Duncan published a book about reforming the Republican party in 2021, and briefly considered running for president under the No Labels brand as an independent in 2024. Presenting himself as a political iconoclast, Duncan announced last month that he had formally switched parties.
In the absence of the election-interference case that followed Trump’s efforts in 2020, both Duncan and Raffensperger would have been considered orthodox conservative Republicans by Georgia political standards.
But Georgia’s Republican party can no longer be described as orthodox, except in its loyalty to Trump. Delegates to the Georgia GOP convention in January overwhelmingly voted to bar Raffensperger from qualifying as a Republican candidate while they expelled Duncan entirely, citing his appearance at the Democratic National Convention endorsing Kamala Harris in the presidential election.
The move was largely symbolic; state law provides for no mechanism for a political party to bar a candidate. Nonetheless, the animus from the 2020 election persists.

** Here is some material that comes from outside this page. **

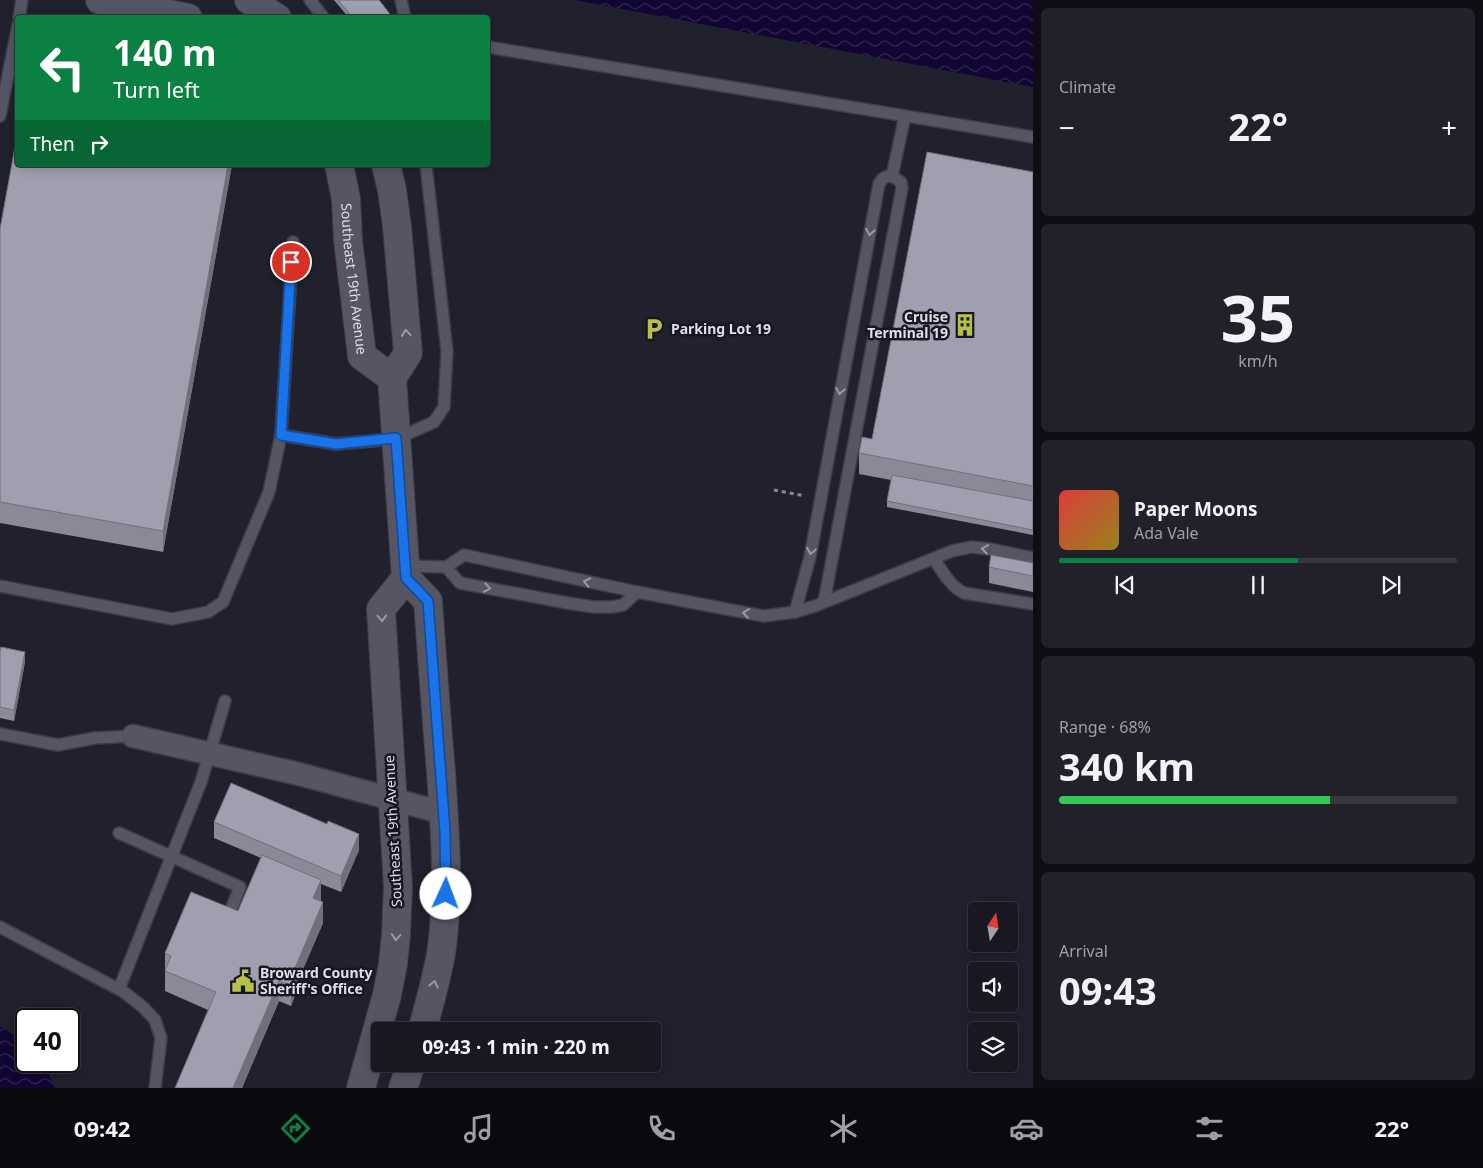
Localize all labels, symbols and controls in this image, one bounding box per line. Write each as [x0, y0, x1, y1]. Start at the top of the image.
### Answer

In dueling open letters last year, the Georgia GOP chair, Josh McKoon, described Duncan as having “prostituting” himself to CNN as a Trump critic.
“[Y]our desperate and ridiculous endorsements of Joe Biden and now Kamala Harris for president, coupled with your inexplicable opposition in 2022 to [Republican Senate candidates] Burt Jones and Herschel Walker, not to mention your comical attempt to run for president as an independent candidate, are violations of the oaths of loyalty you repeatedly swore when you qualified as a Republican candidate for office,” McKoon wrote.

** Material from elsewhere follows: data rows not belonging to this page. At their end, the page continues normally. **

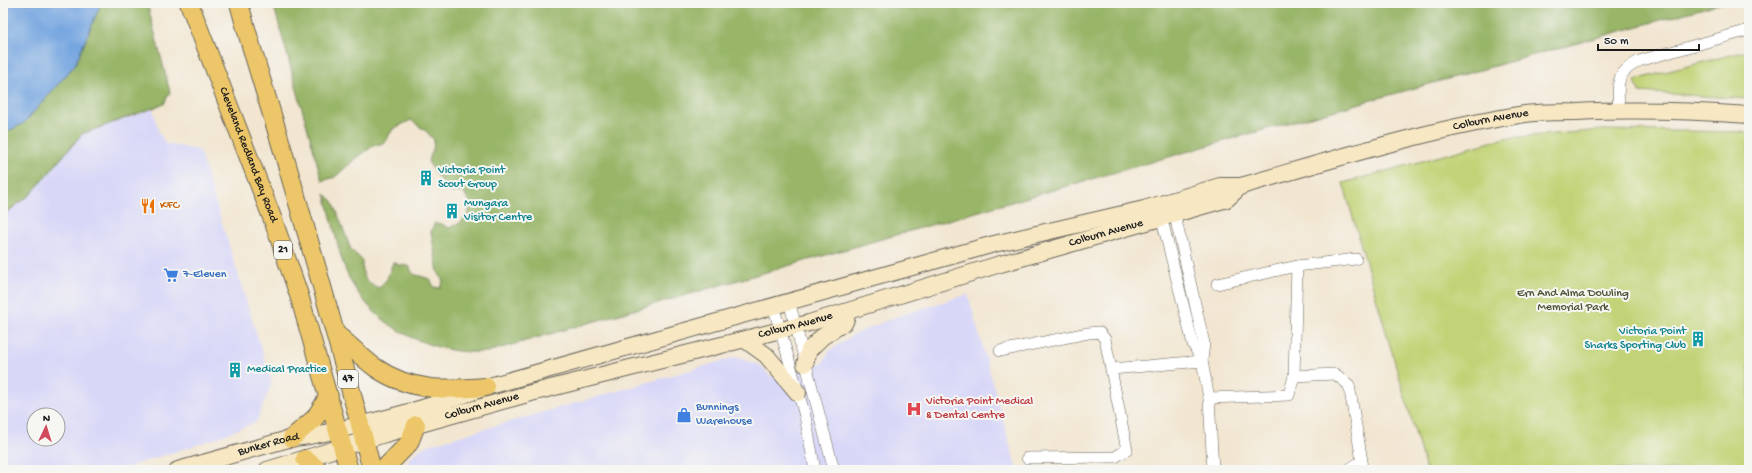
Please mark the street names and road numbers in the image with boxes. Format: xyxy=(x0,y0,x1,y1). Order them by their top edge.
street label: Cleveland Redland Bay Road xyxy=(215,85,281,226)
street label: Colburn Avenue xyxy=(1452,107,1530,135)
street label: Colburn Avenue xyxy=(1068,216,1146,251)
road number: 21 xyxy=(274,241,292,259)
street label: Colburn Avenue xyxy=(757,309,835,342)
road number: 47 xyxy=(338,370,358,388)
street label: Colburn Avenue xyxy=(443,390,521,424)
street label: Bunker Road xyxy=(236,430,300,460)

Duncan legislated as a “100% pro-life” lawmaker, and supported a 2019 state law banning most abortions – a position he is now repudiating as a Democratic candidate, along with prior positions on gun control and Medicaid expansion. His argument to voters is that cross-party appeal is necessary to beat a Republican in the general election.
“I’ve never wavered on taking on Trump,” Duncan said in his announcement video. “I’m running for governor to put Georgians in the best position to once again love their neighbors and to make Georgia the frontline of democracy and a backstop against extremism.”

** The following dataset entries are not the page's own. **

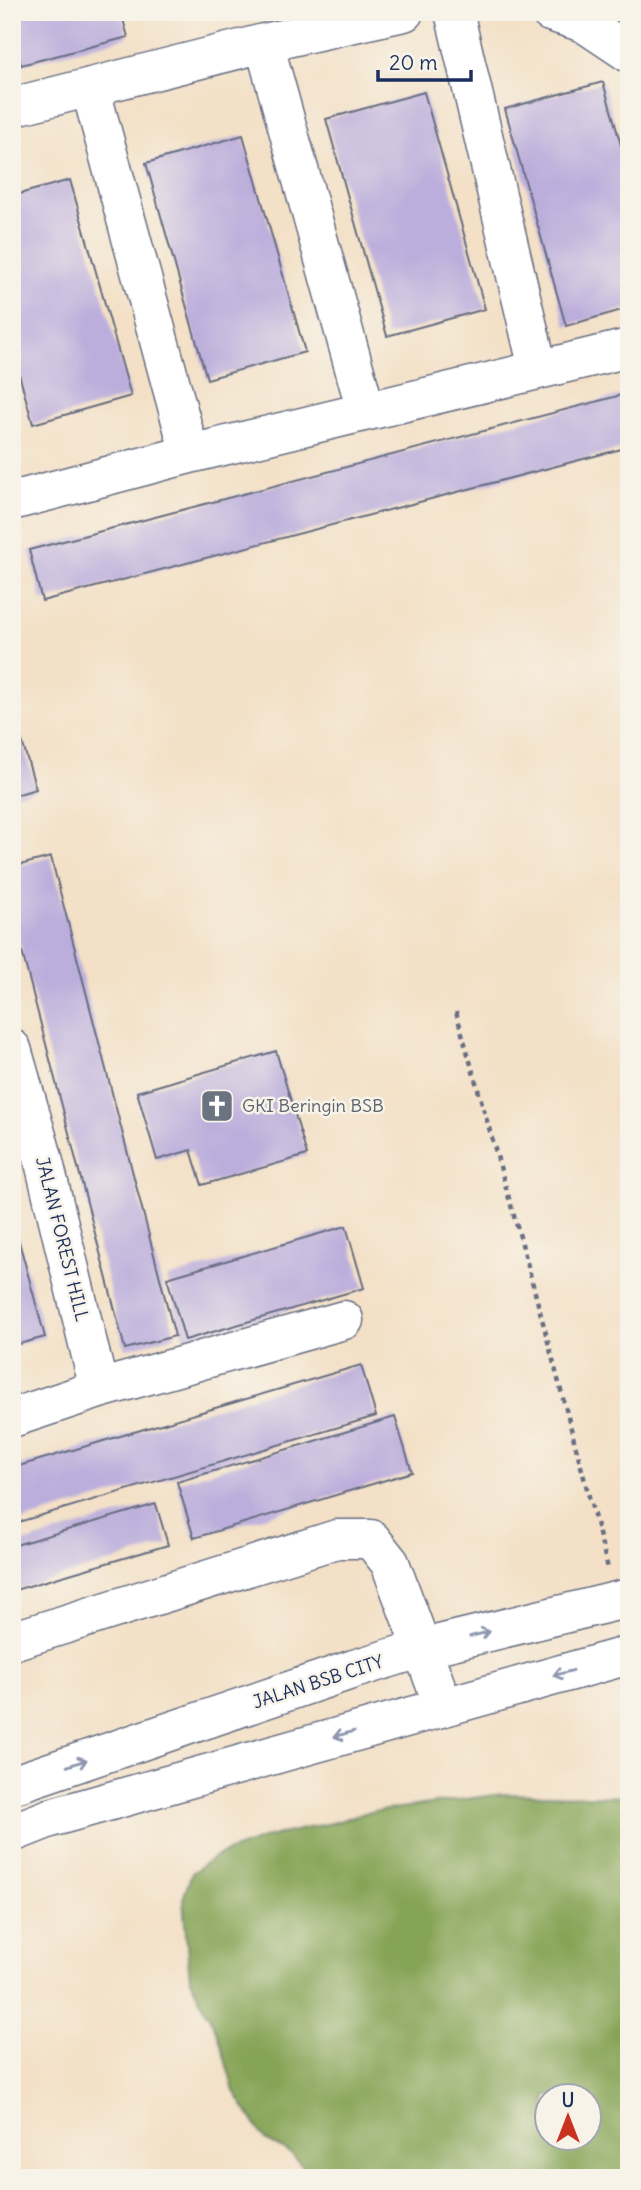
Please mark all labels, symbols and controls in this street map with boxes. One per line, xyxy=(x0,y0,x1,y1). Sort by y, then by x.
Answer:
scale bar xyxy=(378,38,471,82)
text: 20 m xyxy=(389,49,438,76)
church icon: GKI Beringin BSB xyxy=(198,1087,236,1125)
place label: GKI Beringin BSB xyxy=(242,1094,384,1117)
street label: JALAN FOREST HILL xyxy=(31,1154,94,1324)
one-way arrow xyxy=(468,1627,491,1640)
street label: JALAN BSB CITY xyxy=(250,1650,386,1713)
one-way arrow xyxy=(552,1667,575,1680)
one-way arrow xyxy=(333,1728,356,1741)
one-way arrow xyxy=(65,1756,87,1768)
north arrow xyxy=(532,2082,602,2152)
text: U xyxy=(562,2088,574,2112)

Duncan enters a Democratic race that grows increasingly crowded. He faces the state senator Jason Esteves, an Atlanta-area legislator and former Atlanta school board chairperson, as well as former labor commissioner and DeKalb county CEO Michael Thurmond and former Atlanta mayor Keisha Lance Bottoms. Other candidates are expected to announce their bids in coming weeks.
Among Republicans, Georgia’s attorney general, Chris Carr, and lieutenant governor, Burt Jones, have already declared their candidacies for governor. Carr stepped down from chairing the Republican Attorneys General Association after learning it had paid for a robocall urging supporters to come to Washington DC and “stop the steal” on 6 January 2021. Carr and Kemp are political allies.
Jones is favored by Trump and was a mainstay on the 2024 campaign trail.
“Chris Carr and Brad Raffensperger have one thing in common: They are both Never Trumpers,” Jones wrote on Instagram following Raffensperger’s announcement. “There is only one candidate in this race that’s always supported and has the full and complete endorsement of [Trump].”
Jones, a Republican state senator in 2020, served as one of the 16 fake electors for Trump – all of whom signed a document, submitted to the National Archives, claiming Trump won Georgia.
Fulton county’s district attorney, Fani Willis, had considered charging Jones in the election-interference case, but a Fulton county judge barred her in 2022 from investigating the lieutenant governor after she appeared at a fundraiser for Jones’s opponent. An outside prosecutor determined Jones’s actions as a state senator did not merit “further investigation or further actions” and considered the case closed.